How do you integrate x/(1-4x-2x2)1/2

## The Attempt at a Solution

I tried to solve it using by-part method, but it turned out to be very complicated, and my answer doesn't match the answer given. Is there any other way to approach this question?

LCKurtz
Homework Helper
Gold Member

## Homework Statement

How do you integrate x/(1-4x-2x2)1/2

I tried to solve it using by-part method, but it turned out to be very complicated, and my answer doesn't match the answer given. Is there any other way to approach this question?

If you let u = 1 - 4x -2x2 then du would be -4 - 4x.
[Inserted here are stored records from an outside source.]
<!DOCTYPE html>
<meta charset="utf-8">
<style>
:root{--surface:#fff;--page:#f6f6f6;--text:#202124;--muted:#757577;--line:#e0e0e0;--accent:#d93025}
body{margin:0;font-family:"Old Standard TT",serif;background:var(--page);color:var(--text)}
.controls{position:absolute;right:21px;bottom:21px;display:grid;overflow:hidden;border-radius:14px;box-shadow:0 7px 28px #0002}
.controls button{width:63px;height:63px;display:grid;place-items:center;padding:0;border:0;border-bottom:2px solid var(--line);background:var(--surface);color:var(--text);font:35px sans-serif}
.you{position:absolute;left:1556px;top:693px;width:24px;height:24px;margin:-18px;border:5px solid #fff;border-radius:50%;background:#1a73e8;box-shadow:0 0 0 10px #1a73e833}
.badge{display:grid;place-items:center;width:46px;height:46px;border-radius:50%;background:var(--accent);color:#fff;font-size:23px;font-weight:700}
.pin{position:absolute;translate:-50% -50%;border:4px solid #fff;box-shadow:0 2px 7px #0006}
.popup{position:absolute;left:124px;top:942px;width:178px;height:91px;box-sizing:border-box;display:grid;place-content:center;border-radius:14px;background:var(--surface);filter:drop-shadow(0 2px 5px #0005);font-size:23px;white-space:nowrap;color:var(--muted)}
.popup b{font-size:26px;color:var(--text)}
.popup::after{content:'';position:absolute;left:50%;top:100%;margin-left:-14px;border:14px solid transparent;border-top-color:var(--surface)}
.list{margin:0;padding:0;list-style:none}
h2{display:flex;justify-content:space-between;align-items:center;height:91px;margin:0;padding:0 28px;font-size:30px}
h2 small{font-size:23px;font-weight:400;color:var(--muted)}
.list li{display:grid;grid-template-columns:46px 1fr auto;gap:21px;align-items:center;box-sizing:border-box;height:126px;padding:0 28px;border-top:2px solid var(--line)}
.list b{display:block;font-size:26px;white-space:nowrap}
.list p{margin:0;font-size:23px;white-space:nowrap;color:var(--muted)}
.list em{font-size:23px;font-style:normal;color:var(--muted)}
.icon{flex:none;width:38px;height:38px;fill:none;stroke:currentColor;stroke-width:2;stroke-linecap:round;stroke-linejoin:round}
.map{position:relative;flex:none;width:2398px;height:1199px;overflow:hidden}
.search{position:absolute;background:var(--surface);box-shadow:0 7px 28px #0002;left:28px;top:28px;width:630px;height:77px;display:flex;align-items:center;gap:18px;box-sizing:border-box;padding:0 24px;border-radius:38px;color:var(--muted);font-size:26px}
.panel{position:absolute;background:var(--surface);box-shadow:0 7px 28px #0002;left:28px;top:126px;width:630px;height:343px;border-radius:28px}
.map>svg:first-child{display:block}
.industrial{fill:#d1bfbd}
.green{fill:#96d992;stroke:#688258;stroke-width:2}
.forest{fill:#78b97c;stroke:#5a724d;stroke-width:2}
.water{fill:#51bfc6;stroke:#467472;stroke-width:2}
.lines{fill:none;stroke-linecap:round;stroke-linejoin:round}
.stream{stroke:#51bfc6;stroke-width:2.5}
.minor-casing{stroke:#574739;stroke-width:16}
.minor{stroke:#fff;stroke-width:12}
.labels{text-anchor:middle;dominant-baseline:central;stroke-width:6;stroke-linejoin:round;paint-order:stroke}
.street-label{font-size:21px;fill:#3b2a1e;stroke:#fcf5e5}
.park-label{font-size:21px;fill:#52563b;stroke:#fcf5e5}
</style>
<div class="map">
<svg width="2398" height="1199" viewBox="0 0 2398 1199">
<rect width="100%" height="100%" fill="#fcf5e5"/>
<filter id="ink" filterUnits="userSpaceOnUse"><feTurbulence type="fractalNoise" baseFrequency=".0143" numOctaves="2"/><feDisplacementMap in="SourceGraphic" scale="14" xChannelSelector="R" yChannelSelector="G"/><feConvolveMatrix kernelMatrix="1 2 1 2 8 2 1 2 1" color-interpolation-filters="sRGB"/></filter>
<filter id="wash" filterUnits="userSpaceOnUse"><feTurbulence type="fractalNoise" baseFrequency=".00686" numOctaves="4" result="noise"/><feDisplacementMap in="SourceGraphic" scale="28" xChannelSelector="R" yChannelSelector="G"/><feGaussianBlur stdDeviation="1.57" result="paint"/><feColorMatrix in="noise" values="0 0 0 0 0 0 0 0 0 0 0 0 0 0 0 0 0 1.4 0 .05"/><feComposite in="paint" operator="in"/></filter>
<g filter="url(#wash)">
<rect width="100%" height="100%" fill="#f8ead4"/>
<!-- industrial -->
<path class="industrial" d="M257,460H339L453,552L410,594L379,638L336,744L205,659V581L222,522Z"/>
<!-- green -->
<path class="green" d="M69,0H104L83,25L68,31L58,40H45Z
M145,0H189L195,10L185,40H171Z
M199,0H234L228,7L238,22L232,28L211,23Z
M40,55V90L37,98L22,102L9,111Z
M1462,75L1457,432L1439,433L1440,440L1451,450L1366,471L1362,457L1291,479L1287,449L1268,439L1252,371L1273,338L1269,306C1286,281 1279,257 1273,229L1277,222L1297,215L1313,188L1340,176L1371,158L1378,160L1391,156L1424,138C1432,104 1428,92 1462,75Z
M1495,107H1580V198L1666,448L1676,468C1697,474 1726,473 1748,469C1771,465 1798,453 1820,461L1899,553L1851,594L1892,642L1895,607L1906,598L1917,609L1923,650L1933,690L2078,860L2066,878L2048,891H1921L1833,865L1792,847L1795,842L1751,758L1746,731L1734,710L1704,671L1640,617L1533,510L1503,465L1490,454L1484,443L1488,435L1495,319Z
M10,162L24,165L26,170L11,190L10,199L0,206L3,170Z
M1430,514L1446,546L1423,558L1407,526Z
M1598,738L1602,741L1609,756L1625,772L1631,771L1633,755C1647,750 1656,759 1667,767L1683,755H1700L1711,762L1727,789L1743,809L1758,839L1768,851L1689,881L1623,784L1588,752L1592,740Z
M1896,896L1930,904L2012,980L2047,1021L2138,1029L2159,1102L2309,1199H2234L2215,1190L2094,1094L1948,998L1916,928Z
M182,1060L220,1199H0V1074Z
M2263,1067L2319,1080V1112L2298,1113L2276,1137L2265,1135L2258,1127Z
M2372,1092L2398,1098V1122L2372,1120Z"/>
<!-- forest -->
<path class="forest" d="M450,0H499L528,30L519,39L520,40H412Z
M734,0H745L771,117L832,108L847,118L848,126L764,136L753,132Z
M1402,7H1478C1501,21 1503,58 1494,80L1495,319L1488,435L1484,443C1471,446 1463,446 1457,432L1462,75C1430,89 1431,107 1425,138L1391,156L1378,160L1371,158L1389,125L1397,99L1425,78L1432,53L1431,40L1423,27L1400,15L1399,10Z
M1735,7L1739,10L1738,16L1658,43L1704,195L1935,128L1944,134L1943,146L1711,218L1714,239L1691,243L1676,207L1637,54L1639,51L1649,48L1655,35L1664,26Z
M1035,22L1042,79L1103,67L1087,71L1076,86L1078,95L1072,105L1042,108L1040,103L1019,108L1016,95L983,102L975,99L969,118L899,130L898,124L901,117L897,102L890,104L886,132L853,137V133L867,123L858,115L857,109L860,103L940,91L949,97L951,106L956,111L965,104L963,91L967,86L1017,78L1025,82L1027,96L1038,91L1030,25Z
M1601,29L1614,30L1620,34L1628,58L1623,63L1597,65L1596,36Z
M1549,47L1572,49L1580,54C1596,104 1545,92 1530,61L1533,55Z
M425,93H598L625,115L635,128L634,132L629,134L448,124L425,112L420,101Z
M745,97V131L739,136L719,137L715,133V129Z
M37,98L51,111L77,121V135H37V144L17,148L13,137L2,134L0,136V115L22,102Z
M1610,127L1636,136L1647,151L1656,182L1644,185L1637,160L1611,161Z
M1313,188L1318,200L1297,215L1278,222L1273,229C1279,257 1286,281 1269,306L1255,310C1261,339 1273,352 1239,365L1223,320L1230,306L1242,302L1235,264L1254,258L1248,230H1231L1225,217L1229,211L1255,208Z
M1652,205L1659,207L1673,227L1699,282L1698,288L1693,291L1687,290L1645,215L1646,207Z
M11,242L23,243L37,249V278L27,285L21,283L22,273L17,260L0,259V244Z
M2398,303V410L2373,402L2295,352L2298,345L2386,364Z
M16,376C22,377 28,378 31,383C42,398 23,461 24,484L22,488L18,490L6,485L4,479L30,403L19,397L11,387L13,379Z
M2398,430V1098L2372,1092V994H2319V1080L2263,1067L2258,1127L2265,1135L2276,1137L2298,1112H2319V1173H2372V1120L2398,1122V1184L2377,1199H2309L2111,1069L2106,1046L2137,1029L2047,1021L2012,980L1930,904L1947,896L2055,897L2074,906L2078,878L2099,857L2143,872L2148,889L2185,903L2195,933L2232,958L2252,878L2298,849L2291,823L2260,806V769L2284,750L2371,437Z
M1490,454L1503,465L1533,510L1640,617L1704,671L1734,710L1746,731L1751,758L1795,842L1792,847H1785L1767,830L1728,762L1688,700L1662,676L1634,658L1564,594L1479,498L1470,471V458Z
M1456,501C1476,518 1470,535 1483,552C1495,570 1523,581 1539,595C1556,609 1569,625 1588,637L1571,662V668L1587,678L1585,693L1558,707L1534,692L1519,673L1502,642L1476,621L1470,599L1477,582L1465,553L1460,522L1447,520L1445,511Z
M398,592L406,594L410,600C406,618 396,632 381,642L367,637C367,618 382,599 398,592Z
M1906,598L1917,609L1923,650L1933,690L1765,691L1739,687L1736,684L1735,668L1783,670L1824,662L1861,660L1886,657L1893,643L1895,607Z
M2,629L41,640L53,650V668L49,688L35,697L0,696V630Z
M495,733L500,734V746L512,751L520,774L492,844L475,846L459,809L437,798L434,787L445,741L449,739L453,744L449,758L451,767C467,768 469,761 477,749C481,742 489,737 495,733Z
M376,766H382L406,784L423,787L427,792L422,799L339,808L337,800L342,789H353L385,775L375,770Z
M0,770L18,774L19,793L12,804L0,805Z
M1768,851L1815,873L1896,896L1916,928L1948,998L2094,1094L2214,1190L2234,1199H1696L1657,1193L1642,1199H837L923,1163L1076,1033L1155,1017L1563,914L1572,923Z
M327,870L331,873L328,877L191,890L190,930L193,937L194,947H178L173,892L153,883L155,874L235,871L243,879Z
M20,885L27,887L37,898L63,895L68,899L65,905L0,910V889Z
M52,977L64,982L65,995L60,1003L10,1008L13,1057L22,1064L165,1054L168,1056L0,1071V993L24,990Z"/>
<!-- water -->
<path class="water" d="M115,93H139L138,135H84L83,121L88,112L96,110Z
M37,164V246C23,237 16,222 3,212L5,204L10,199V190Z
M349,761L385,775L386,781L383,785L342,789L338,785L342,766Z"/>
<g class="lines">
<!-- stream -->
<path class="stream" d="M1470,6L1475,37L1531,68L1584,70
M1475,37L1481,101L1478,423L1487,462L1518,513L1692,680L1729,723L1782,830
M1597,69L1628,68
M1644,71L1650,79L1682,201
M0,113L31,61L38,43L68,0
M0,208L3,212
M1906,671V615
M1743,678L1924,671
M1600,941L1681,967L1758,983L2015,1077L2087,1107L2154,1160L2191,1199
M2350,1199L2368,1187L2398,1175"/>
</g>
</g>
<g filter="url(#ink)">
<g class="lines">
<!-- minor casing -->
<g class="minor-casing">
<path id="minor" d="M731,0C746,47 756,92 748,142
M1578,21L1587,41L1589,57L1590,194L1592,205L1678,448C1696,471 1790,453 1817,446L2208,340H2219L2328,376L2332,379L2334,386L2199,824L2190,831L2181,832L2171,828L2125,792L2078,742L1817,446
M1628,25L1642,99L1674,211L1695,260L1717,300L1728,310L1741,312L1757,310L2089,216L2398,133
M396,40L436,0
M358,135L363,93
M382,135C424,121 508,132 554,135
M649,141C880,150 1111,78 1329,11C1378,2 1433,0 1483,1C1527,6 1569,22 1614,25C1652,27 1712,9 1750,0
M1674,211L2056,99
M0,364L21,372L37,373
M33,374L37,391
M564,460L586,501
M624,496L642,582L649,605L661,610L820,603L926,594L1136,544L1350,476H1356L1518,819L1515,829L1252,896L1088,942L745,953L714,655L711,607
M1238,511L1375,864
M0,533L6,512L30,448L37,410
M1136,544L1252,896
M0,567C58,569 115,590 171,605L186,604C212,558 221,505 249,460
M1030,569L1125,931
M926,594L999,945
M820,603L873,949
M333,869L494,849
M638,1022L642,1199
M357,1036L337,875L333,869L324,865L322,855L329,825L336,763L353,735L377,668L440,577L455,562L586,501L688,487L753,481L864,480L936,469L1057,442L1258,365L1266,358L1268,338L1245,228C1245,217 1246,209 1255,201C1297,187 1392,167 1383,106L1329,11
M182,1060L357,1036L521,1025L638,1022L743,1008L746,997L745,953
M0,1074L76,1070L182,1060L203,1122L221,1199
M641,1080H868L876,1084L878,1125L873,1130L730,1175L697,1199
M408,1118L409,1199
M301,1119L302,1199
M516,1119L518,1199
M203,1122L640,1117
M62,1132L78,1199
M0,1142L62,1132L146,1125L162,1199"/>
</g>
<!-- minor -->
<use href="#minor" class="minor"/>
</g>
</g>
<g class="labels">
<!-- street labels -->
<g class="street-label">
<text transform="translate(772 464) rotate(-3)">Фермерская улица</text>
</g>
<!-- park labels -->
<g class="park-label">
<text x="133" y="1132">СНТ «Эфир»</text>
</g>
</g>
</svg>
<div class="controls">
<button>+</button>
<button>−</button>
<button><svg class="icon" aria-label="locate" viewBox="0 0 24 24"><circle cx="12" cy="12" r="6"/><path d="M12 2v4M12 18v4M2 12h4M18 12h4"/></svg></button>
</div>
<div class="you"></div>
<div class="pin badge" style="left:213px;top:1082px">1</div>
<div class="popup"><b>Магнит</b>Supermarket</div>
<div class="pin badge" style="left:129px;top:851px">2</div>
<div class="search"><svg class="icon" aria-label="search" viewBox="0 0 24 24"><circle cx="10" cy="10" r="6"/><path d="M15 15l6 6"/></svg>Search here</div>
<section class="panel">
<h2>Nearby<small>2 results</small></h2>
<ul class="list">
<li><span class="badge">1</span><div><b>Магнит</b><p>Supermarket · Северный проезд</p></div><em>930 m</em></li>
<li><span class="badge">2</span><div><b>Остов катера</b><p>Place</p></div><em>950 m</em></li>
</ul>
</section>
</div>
So what I would try first is to build that into the numerator because it has an x already:

$$\int \frac x {\sqrt{1-4x-2x^2}}\,dx =-\frac 1 4 \int \frac {-4x}{\sqrt{1-4x-2x^2}}\, dx =-\frac 1 4 \int \frac {-4x - 4 + 4}{\sqrt{1-4x-2x^2}}\, dx =-\frac 1 4 \int \frac {-4x-4}{\sqrt{1-4x-2x^2}} +\frac 4 {\sqrt{1-4x-2x^2}}\, dx$$

Then I would do the u-substitution on the first and for the second I would try completing the square under the integral looking for an arcsine form.